═════ Extracted material ═════
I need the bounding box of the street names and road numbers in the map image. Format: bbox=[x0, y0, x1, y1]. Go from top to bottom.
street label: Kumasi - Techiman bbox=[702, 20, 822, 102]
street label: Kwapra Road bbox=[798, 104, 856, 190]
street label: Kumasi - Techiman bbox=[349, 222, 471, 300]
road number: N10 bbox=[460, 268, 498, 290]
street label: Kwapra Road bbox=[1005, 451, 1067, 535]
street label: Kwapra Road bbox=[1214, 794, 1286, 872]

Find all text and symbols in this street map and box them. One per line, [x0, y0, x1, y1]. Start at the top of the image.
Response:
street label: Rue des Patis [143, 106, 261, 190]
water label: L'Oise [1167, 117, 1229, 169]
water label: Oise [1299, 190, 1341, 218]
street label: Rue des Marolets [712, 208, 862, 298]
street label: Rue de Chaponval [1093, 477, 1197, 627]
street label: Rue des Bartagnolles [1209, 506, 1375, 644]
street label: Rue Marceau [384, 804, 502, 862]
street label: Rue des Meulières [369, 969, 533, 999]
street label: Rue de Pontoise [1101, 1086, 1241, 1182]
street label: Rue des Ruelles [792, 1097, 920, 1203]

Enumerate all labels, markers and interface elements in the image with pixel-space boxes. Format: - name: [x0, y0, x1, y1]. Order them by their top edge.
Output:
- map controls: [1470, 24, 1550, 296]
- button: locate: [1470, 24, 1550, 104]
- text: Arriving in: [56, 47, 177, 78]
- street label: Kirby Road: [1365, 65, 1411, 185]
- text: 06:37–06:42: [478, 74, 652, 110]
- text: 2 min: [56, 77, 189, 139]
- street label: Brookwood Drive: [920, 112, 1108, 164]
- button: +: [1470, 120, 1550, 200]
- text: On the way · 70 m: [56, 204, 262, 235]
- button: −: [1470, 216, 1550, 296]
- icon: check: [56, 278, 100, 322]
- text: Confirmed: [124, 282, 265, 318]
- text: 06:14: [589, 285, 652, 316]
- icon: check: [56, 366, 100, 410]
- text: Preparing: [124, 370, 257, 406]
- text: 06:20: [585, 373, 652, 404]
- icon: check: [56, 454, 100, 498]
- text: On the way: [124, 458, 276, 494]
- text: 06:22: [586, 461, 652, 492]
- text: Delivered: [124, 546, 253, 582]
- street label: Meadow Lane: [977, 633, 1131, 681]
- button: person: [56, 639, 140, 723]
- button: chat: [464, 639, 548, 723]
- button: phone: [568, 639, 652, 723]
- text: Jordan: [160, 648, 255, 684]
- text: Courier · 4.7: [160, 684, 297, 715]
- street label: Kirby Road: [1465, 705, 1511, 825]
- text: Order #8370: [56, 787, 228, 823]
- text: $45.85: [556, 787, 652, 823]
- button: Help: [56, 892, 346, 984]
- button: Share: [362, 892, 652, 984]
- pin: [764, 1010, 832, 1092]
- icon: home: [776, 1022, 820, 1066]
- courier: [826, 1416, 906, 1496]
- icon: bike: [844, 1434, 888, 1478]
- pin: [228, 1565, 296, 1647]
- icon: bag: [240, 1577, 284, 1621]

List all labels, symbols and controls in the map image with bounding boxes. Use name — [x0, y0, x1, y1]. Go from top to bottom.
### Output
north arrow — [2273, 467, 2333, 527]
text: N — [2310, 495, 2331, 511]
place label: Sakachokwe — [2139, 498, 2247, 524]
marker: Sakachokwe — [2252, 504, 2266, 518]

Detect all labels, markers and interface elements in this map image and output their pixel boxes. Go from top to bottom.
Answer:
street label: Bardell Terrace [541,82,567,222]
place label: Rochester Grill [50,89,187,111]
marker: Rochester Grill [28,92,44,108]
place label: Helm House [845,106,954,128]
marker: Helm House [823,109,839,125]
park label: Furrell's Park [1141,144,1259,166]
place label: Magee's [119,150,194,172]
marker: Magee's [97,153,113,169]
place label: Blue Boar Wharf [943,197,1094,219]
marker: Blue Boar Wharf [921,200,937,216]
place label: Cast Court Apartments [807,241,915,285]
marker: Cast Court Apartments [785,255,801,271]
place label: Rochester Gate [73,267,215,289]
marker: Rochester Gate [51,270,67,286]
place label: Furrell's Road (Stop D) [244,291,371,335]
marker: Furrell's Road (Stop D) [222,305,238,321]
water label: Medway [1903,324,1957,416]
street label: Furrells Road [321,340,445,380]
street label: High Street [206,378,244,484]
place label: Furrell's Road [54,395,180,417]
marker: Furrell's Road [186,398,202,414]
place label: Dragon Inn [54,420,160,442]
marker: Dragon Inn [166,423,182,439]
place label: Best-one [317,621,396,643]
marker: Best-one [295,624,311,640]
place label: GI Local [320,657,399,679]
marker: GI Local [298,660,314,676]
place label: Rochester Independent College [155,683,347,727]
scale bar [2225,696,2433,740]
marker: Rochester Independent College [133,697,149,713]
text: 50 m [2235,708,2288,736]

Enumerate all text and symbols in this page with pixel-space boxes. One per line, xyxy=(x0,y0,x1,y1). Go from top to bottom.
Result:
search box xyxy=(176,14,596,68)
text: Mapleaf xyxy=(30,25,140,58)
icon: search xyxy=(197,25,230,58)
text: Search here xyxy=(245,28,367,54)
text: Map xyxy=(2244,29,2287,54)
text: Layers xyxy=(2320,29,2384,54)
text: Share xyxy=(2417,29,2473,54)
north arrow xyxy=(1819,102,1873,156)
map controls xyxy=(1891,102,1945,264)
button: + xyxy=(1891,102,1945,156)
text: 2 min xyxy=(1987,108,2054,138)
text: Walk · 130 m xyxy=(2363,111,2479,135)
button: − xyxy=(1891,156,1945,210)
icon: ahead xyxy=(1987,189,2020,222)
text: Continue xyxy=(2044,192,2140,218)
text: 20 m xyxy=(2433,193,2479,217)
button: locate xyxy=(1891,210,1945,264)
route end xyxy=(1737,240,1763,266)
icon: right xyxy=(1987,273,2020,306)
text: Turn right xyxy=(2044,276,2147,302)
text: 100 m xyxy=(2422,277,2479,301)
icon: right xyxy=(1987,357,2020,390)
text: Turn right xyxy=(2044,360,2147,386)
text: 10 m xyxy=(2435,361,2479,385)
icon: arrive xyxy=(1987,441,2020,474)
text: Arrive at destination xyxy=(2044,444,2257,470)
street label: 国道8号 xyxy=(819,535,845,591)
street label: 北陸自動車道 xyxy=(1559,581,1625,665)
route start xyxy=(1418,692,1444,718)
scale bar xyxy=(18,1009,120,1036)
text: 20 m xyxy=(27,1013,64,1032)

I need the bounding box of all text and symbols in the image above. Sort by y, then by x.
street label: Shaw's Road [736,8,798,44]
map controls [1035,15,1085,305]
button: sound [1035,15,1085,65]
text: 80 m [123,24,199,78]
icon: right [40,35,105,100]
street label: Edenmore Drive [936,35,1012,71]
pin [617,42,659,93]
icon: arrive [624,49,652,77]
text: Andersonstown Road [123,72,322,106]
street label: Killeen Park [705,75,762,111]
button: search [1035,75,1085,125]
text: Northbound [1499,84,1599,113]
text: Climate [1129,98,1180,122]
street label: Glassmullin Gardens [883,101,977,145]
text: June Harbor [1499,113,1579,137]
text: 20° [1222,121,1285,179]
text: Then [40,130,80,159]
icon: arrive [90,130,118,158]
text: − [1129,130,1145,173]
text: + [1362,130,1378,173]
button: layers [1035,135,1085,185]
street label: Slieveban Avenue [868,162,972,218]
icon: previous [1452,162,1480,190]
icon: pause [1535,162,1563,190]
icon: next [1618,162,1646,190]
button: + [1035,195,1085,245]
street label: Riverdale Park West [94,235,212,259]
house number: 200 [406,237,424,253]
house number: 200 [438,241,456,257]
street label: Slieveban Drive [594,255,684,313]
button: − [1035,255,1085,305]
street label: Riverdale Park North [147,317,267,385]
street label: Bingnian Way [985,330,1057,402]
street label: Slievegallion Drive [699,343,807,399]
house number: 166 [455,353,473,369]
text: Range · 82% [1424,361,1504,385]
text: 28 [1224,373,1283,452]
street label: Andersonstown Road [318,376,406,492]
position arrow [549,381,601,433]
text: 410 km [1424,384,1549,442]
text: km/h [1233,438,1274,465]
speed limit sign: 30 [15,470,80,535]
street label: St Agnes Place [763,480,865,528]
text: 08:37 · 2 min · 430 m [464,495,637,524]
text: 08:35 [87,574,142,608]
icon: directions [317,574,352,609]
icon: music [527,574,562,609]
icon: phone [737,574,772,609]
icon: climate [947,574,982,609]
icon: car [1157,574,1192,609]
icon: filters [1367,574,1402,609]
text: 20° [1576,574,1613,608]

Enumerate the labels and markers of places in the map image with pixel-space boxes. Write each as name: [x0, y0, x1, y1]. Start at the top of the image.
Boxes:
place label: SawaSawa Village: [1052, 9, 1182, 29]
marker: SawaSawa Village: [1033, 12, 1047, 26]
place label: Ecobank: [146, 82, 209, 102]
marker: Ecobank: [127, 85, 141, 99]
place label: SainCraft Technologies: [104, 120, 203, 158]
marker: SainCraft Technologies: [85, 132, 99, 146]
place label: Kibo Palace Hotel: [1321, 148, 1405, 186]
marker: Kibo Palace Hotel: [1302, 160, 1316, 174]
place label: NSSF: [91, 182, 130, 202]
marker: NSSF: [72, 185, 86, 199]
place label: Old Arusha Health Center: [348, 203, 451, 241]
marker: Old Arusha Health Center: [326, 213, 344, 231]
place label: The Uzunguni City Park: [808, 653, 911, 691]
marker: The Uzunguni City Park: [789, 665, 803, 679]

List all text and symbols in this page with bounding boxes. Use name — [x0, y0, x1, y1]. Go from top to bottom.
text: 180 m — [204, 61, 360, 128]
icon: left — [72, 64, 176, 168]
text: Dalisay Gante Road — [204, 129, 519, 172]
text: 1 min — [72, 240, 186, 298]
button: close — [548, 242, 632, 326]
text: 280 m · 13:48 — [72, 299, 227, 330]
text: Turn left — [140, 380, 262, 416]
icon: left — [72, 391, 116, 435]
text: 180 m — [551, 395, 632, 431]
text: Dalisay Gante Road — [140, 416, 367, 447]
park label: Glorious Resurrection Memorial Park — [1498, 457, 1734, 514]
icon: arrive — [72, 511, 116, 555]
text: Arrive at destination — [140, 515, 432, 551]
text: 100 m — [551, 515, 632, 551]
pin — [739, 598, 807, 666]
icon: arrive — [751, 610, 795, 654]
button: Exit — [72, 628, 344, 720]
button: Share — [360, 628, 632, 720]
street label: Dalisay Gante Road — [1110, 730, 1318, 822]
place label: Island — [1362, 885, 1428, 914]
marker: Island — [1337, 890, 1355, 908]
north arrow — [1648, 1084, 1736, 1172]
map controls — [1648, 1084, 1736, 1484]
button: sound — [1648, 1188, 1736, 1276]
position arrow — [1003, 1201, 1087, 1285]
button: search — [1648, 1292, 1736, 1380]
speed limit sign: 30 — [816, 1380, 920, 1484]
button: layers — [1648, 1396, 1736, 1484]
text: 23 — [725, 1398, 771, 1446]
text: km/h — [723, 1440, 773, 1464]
═════
What the task asks:
When you repeat the lines, start with the first line of the material and end with the line that contains "Find all text", keeping both and reproducing each exactly, with nothing added.

Answer area:
I need the bounding box of the street names and road numbers in the map image. Format: bbox=[x0, y0, x1, y1]. Go from top to bottom.
street label: Kumasi - Techiman bbox=[702, 20, 822, 102]
street label: Kwapra Road bbox=[798, 104, 856, 190]
street label: Kumasi - Techiman bbox=[349, 222, 471, 300]
road number: N10 bbox=[460, 268, 498, 290]
street label: Kwapra Road bbox=[1005, 451, 1067, 535]
street label: Kwapra Road bbox=[1214, 794, 1286, 872]

Find all text and symbols in this street map and box them. One per line, [x0, y0, x1, y1]. Start at the top of the image.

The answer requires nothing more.